Listed records below:
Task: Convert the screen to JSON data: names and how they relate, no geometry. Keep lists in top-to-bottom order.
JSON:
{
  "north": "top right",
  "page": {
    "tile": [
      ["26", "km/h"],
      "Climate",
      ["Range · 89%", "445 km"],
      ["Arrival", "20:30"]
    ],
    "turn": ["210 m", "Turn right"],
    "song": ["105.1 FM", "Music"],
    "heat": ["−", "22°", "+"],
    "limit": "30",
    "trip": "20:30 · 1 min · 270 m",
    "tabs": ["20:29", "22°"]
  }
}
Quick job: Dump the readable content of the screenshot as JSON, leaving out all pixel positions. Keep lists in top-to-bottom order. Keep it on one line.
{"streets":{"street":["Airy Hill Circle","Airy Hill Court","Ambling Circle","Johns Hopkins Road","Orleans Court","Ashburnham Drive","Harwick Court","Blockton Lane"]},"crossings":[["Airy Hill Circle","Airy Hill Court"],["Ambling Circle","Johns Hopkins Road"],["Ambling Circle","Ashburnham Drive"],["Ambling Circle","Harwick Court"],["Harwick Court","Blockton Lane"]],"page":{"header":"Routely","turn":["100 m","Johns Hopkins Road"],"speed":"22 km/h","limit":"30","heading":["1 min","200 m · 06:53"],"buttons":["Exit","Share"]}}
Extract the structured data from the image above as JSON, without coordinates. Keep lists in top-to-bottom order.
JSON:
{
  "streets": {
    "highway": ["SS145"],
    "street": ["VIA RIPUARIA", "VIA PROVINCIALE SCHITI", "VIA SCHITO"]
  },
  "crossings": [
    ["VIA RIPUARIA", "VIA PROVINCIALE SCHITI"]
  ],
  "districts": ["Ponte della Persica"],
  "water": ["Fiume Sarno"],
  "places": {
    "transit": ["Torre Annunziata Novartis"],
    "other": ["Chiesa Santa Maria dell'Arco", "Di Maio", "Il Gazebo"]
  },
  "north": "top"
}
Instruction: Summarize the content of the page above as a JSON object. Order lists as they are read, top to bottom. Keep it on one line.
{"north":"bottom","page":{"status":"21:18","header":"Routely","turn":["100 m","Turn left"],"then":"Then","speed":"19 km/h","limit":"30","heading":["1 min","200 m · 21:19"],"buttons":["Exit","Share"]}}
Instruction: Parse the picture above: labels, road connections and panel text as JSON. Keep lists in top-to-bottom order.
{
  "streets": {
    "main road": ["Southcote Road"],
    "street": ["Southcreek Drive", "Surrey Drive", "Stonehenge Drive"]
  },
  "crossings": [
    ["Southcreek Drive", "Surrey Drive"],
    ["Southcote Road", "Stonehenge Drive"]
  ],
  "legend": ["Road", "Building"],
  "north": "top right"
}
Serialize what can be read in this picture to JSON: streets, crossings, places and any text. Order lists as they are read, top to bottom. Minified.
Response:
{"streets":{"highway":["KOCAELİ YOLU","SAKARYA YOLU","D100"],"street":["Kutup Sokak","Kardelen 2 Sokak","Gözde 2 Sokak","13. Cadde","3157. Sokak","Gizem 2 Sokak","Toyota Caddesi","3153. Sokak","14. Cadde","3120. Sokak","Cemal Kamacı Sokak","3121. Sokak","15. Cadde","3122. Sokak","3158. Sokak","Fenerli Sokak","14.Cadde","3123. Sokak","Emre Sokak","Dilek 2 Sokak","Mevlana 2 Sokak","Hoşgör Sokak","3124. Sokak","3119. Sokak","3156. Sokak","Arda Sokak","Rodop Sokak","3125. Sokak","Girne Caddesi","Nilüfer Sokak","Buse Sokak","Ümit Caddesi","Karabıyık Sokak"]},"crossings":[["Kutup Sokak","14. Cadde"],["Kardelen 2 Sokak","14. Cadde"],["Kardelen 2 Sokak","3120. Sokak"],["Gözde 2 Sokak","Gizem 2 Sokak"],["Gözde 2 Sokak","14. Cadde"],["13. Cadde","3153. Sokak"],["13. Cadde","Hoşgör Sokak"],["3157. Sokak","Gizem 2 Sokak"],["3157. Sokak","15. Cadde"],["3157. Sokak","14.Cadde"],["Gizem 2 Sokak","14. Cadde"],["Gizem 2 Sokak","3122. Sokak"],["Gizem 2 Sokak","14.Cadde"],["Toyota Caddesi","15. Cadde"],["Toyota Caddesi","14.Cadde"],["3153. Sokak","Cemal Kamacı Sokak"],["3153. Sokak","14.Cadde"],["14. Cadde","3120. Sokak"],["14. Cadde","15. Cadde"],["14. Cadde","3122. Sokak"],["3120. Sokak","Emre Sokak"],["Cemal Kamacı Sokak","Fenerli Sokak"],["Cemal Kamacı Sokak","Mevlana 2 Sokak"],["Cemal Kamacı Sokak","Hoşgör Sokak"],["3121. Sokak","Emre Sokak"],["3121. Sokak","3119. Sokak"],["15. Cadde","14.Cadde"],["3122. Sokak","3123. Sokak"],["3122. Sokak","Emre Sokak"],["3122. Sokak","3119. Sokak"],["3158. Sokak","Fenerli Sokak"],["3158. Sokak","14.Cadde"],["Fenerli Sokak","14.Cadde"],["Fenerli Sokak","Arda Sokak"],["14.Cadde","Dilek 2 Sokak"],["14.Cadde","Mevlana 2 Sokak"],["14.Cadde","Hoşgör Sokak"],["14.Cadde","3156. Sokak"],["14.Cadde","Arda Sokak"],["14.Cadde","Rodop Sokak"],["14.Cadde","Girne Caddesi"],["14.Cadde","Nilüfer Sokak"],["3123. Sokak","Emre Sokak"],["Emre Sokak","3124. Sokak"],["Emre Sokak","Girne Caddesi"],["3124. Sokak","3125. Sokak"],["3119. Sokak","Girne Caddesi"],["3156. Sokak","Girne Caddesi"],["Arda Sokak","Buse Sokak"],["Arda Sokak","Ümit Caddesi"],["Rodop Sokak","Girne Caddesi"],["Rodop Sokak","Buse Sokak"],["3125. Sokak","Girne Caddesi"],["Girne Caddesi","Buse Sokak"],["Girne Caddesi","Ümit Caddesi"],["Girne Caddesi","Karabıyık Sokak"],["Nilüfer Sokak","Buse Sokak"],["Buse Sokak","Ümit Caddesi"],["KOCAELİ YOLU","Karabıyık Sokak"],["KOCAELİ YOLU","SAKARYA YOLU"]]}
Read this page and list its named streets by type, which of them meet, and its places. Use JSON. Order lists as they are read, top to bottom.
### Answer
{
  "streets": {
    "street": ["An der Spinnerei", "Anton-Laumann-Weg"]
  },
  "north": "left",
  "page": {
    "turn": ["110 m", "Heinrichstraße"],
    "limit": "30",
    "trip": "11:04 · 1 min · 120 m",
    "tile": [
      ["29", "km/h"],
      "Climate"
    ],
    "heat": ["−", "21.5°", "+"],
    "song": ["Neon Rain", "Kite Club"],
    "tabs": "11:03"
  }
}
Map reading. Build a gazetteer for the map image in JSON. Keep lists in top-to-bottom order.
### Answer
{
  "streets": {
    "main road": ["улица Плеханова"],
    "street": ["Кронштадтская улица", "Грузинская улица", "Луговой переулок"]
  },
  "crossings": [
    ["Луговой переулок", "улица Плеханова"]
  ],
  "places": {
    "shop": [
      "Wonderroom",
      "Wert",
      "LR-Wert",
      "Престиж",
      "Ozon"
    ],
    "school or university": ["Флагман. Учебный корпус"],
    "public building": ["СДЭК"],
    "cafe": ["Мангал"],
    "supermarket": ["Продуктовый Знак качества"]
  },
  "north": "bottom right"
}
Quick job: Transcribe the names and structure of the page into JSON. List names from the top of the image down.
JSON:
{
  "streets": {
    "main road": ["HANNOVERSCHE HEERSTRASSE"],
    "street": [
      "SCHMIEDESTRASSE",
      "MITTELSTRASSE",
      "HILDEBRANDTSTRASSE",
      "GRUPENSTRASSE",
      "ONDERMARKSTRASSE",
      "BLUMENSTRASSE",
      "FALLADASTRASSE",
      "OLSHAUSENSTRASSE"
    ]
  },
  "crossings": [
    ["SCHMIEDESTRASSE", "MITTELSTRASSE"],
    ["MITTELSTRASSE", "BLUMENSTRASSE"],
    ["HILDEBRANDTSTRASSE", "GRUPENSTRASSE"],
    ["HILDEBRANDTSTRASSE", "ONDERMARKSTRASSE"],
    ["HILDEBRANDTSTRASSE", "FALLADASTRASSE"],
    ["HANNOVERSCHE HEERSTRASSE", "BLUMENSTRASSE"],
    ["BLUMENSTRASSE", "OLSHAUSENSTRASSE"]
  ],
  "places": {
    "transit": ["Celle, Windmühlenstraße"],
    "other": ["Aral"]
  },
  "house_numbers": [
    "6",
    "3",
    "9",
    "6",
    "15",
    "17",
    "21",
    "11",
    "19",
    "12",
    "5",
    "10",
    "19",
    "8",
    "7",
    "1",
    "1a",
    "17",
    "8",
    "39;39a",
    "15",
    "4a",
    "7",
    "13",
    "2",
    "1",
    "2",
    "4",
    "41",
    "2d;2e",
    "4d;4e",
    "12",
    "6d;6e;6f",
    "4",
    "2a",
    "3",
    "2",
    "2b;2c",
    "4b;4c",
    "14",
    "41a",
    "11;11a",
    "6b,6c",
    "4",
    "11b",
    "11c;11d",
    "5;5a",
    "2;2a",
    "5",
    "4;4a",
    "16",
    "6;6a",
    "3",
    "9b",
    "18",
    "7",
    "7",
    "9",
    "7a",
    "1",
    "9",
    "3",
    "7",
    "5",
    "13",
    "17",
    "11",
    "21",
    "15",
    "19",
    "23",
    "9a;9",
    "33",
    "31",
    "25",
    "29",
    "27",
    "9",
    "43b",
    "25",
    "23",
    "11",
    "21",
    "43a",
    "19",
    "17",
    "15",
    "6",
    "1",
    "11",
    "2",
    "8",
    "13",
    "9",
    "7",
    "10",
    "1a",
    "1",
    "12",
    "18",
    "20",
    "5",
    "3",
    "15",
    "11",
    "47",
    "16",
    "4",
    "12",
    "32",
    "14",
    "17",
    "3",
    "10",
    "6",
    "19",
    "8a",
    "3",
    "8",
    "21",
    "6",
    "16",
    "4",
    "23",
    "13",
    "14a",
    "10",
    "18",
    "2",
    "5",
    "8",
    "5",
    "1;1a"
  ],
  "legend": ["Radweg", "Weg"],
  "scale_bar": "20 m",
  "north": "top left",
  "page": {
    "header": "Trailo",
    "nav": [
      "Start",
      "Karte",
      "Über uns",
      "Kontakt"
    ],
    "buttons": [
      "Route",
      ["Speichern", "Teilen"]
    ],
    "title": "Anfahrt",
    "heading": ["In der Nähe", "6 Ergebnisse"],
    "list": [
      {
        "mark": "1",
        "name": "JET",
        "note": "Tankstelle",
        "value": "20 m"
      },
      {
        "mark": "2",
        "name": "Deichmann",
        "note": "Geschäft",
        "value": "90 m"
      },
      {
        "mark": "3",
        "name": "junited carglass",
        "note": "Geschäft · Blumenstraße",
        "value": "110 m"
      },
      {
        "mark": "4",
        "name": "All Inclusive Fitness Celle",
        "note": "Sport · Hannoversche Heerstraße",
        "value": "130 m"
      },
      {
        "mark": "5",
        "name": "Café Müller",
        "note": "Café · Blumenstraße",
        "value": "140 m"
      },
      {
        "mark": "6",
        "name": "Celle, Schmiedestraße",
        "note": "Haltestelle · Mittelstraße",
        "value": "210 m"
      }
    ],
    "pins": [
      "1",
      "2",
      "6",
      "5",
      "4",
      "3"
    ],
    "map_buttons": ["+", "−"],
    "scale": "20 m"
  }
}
End of Listed records.
• _What the exercise asks_
A single number is the whole answer: how many lines of the records contain the word "MITTELSTRASSE".

• _Response area_
3